──────── Records provided

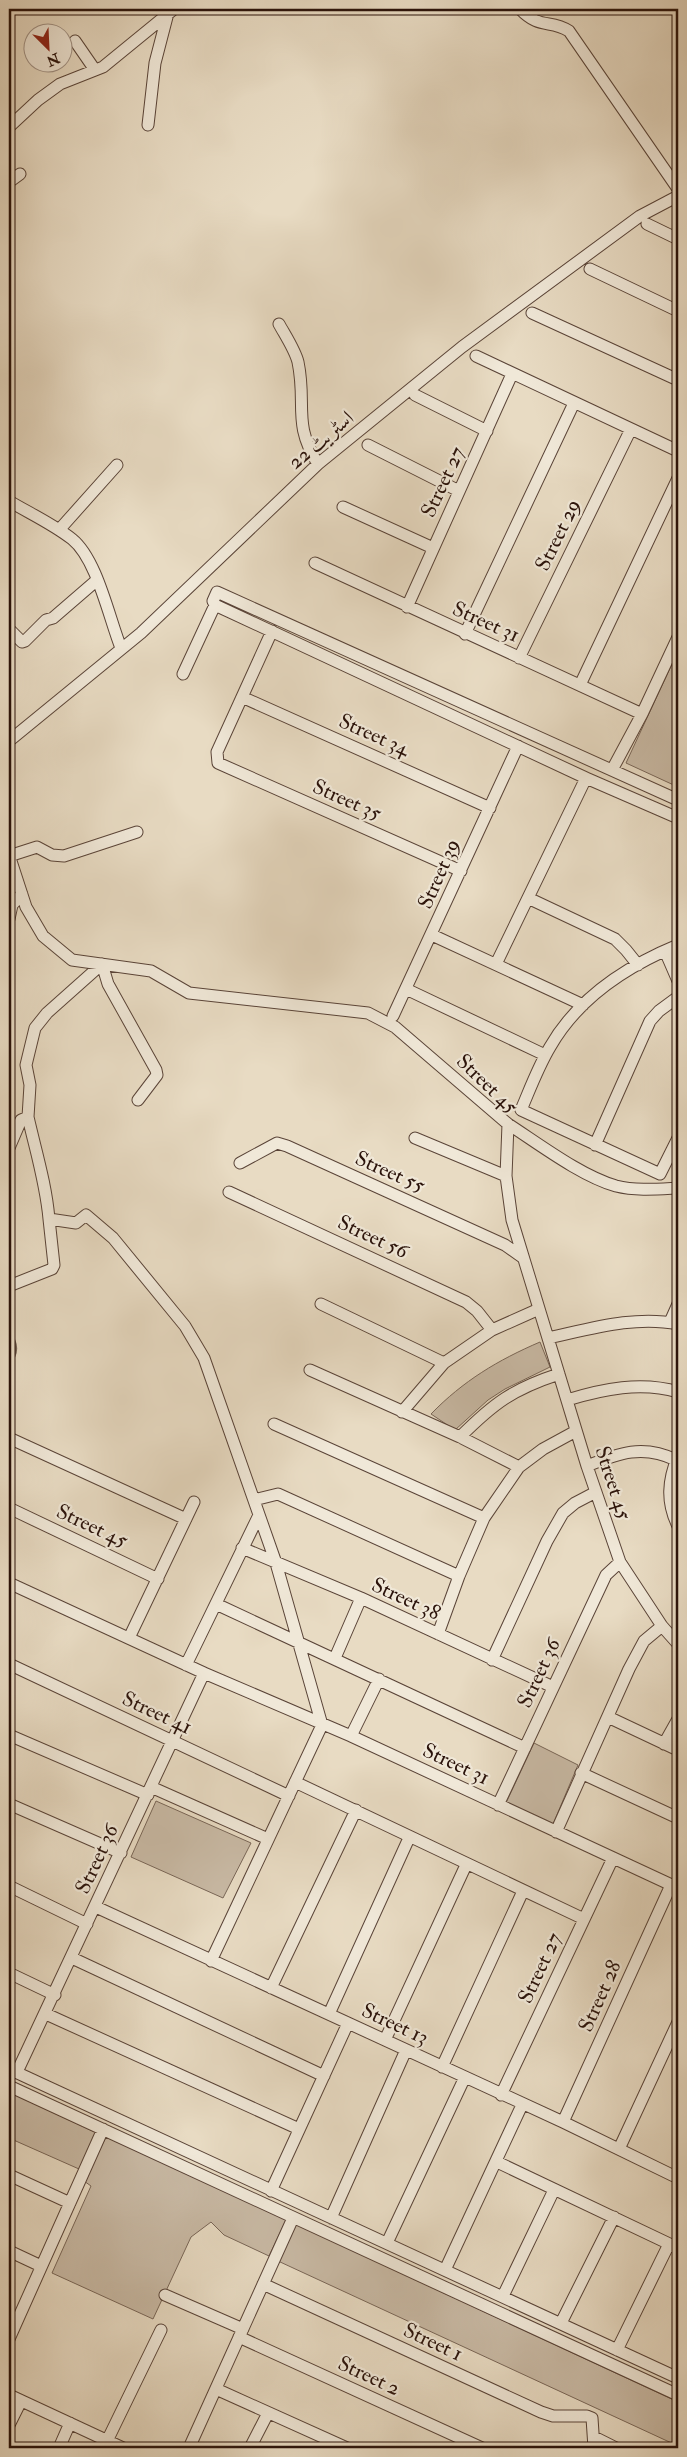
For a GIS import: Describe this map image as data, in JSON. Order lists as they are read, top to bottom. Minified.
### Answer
{"streets":{"street":["اسٹریٹ 22","Street 27","Street 29","Street 31","Street 34","Street 35","Street 39","Street 45","Street 55","Street 56","Street 38","Street 36","Street 41","Street 28","Street 13","Street 1","Street 2"]},"crossings":[["Street 27","Street 31"],["Street 27","Street 13"],["Street 29","Street 31"],["Street 31","Street 36"],["Street 31","Street 28"],["Street 34","Street 35"],["Street 34","Street 39"],["Street 35","Street 39"],["Street 45","Street 55"],["Street 45","Street 36"],["Street 38","Street 36"],["Street 36","Street 41"],["Street 36","Street 13"],["Street 28","Street 13"]],"north":"bottom right"}
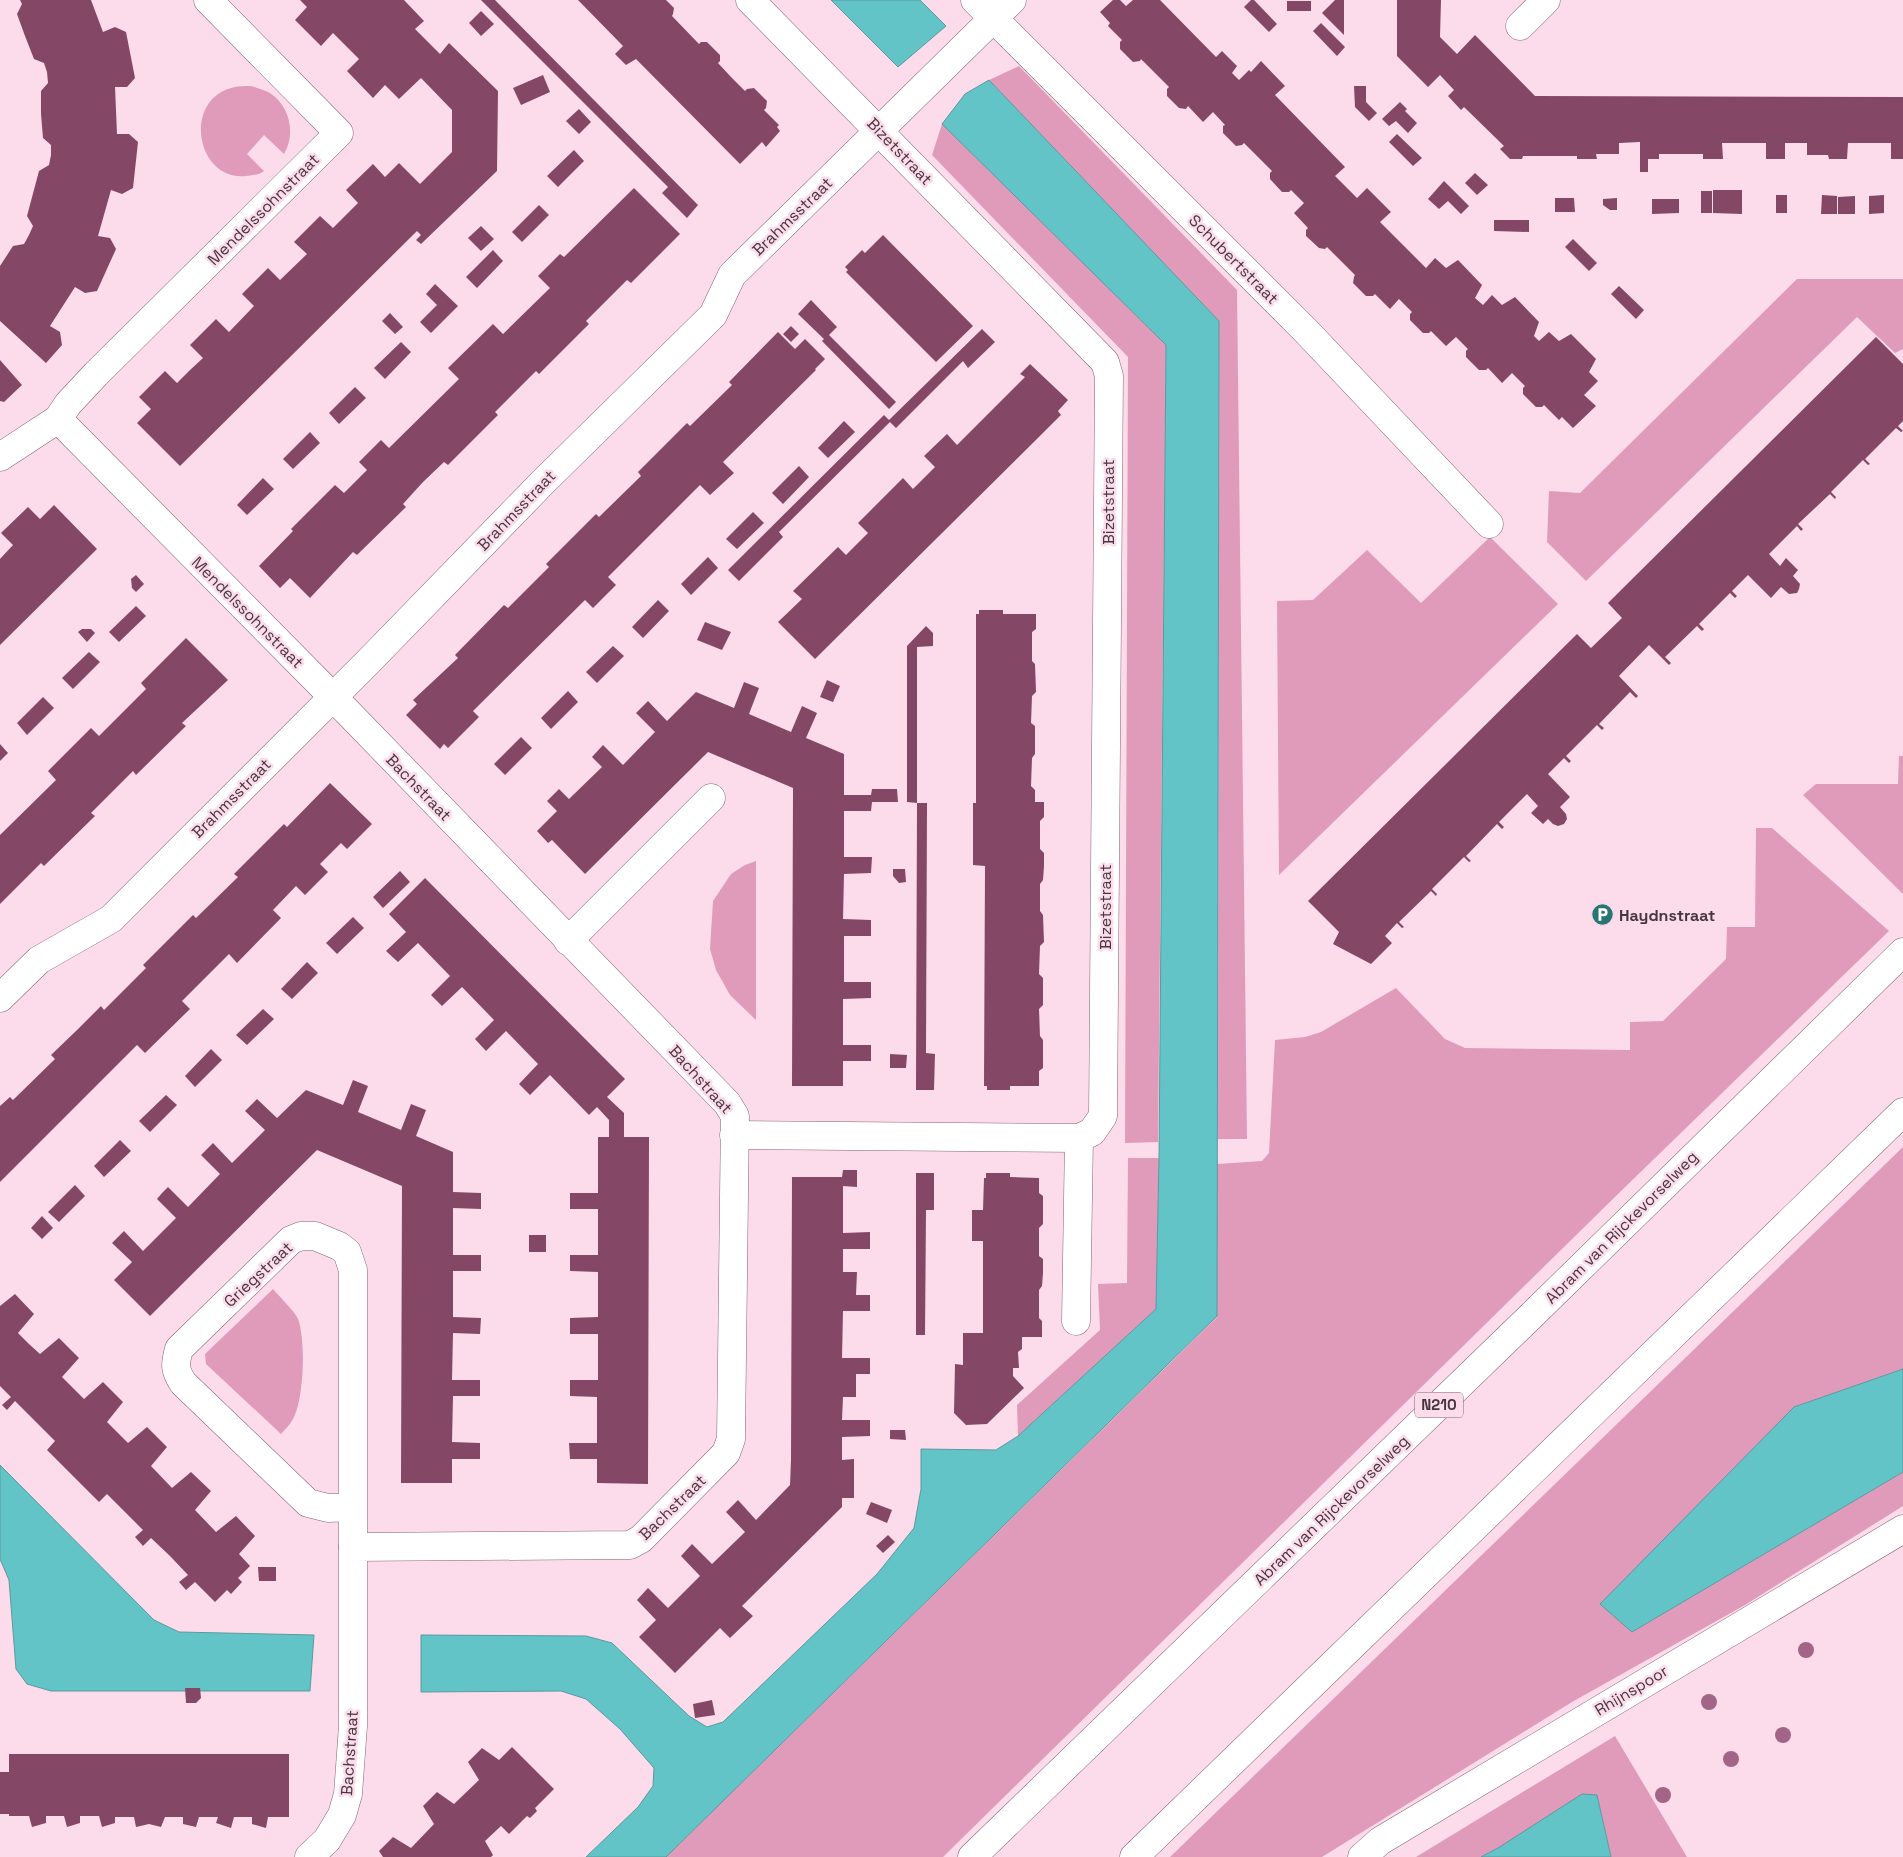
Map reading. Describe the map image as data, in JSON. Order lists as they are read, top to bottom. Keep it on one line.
{"streets":{"main road":["Bizetstraat","Mendelssohnstraat","Brahmsstraat","Schubertstraat","Bachstraat","Abram van Rijckevorselweg","Griegstraat","N210","Rhijnspoor"]},"crossings":[["Bizetstraat","Brahmsstraat"],["Mendelssohnstraat","Brahmsstraat"],["Mendelssohnstraat","Bachstraat"],["Brahmsstraat","Schubertstraat"],["Brahmsstraat","Bachstraat"],["Bachstraat","Griegstraat"]],"places":{"parking":["Haydnstraat"]}}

────────────────

(Exercise description) The records above must be output exactly, except for the pictures.

(Written solution)
For a GIS import: Describe this map image as data, in JSON. Order lists as they are read, top to bottom. Minified.
### Answer
{"streets":{"street":["اسٹریٹ 22","Street 27","Street 29","Street 31","Street 34","Street 35","Street 39","Street 45","Street 55","Street 56","Street 38","Street 36","Street 41","Street 28","Street 13","Street 1","Street 2"]},"crossings":[["Street 27","Street 31"],["Street 27","Street 13"],["Street 29","Street 31"],["Street 31","Street 36"],["Street 31","Street 28"],["Street 34","Street 35"],["Street 34","Street 39"],["Street 35","Street 39"],["Street 45","Street 55"],["Street 45","Street 36"],["Street 38","Street 36"],["Street 36","Street 41"],["Street 36","Street 13"],["Street 28","Street 13"]],"north":"bottom right"}
Map reading. Describe the map image as data, in JSON. Order lists as they are read, top to bottom. Keep it on one line.
{"streets":{"main road":["Bizetstraat","Mendelssohnstraat","Brahmsstraat","Schubertstraat","Bachstraat","Abram van Rijckevorselweg","Griegstraat","N210","Rhijnspoor"]},"crossings":[["Bizetstraat","Brahmsstraat"],["Mendelssohnstraat","Brahmsstraat"],["Mendelssohnstraat","Bachstraat"],["Brahmsstraat","Schubertstraat"],["Brahmsstraat","Bachstraat"],["Bachstraat","Griegstraat"]],"places":{"parking":["Haydnstraat"]}}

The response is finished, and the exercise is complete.